■ TASK TO CARRY OUT
All the records that follow need to be reproduced exactly. Omit the images.

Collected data
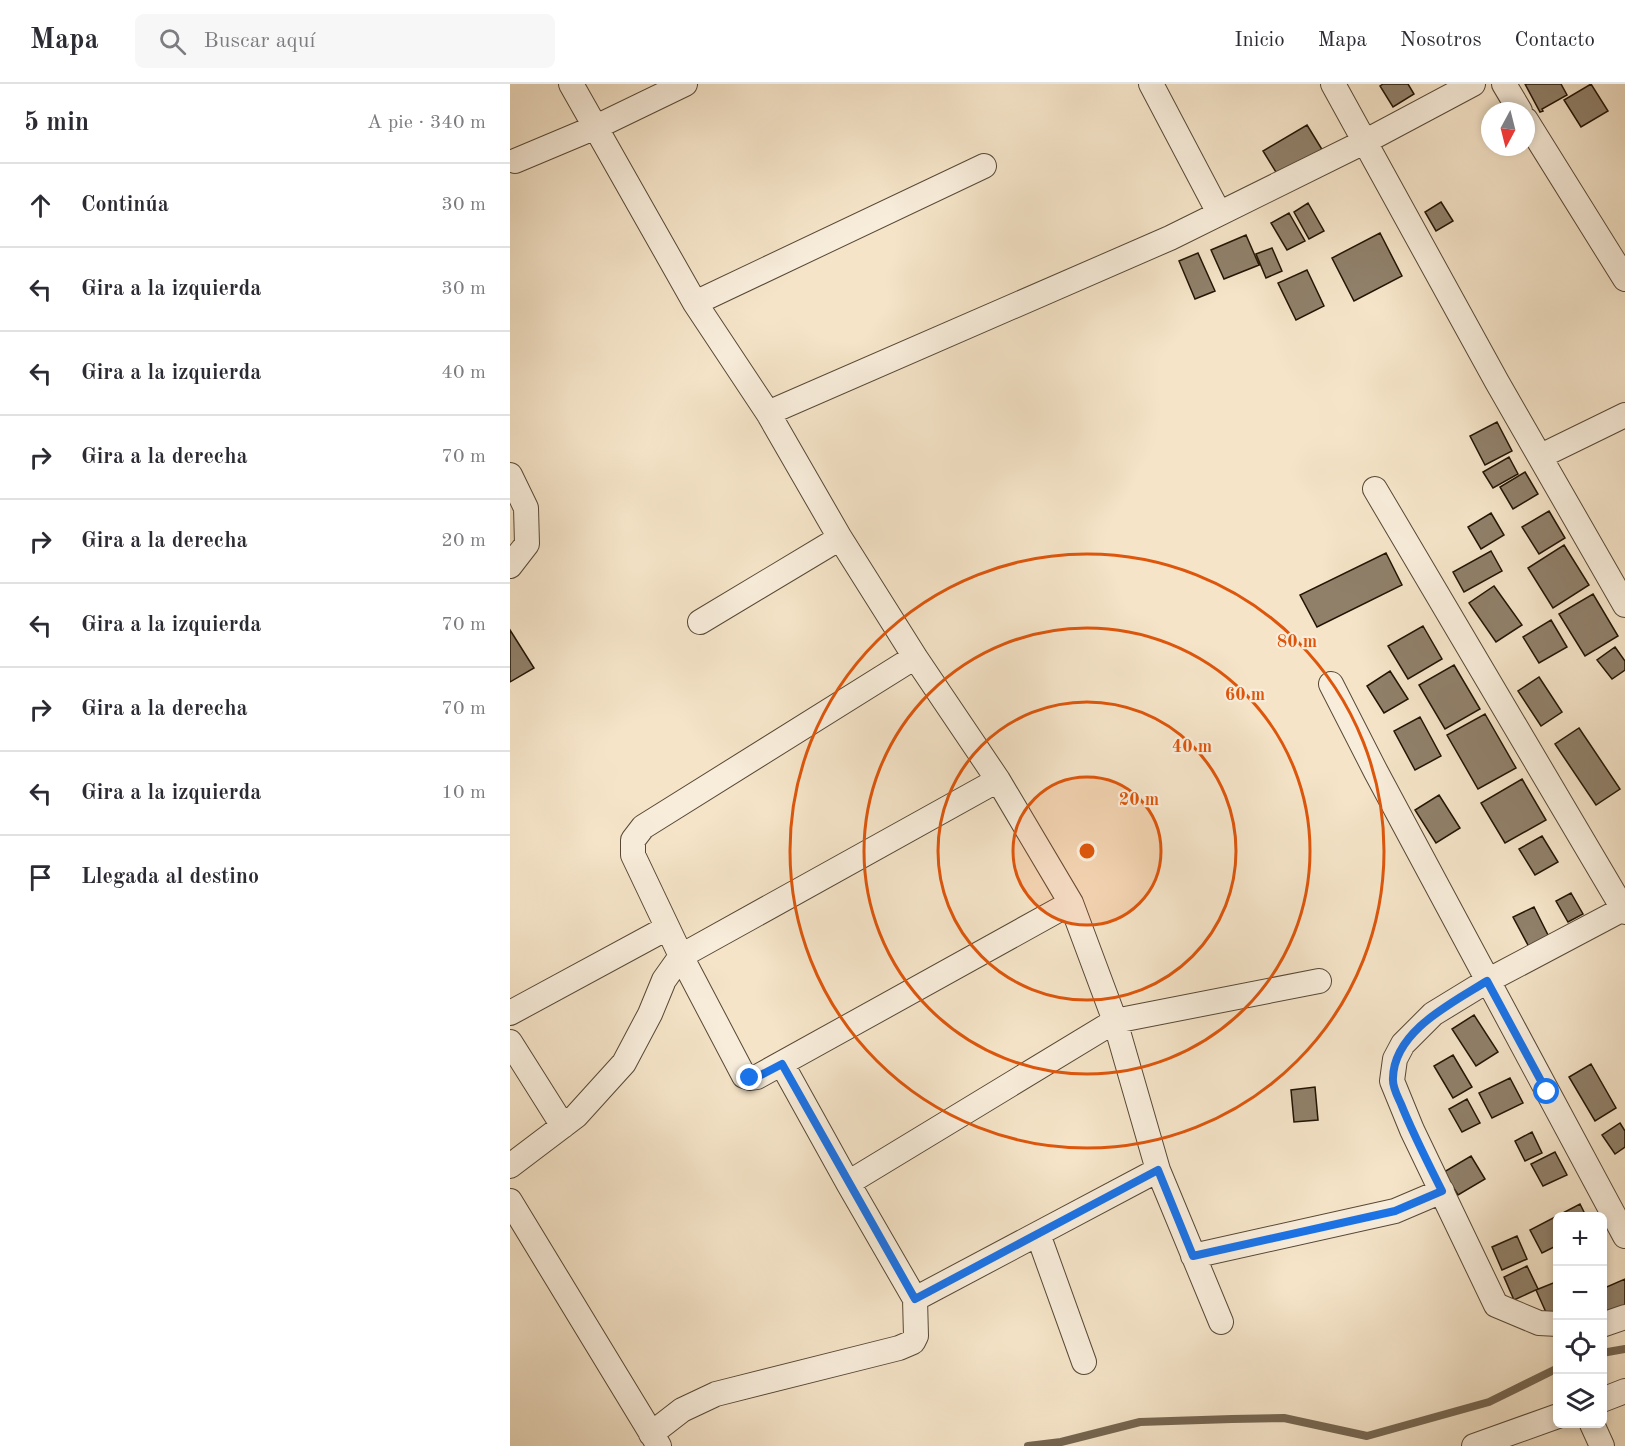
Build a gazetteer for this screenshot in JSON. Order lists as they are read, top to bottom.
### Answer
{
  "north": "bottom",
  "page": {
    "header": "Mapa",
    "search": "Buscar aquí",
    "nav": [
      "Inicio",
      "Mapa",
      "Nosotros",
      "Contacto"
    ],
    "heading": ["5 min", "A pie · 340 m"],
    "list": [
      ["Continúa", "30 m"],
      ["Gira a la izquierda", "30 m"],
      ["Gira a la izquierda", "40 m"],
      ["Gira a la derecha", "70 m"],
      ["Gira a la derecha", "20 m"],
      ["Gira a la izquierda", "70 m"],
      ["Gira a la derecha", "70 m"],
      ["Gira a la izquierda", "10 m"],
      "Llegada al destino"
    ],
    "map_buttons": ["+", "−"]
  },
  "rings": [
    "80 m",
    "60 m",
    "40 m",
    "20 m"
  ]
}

■ YOUR RESPONSE
Build a gazetteer for this screenshot in JSON. Order lists as they are read, top to bottom.
### Answer
{
  "north": "bottom",
  "page": {
    "header": "Mapa",
    "search": "Buscar aquí",
    "nav": [
      "Inicio",
      "Mapa",
      "Nosotros",
      "Contacto"
    ],
    "heading": ["5 min", "A pie · 340 m"],
    "list": [
      ["Continúa", "30 m"],
      ["Gira a la izquierda", "30 m"],
      ["Gira a la izquierda", "40 m"],
      ["Gira a la derecha", "70 m"],
      ["Gira a la derecha", "20 m"],
      ["Gira a la izquierda", "70 m"],
      ["Gira a la derecha", "70 m"],
      ["Gira a la izquierda", "10 m"],
      "Llegada al destino"
    ],
    "map_buttons": ["+", "−"]
  },
  "rings": [
    "80 m",
    "60 m",
    "40 m",
    "20 m"
  ]
}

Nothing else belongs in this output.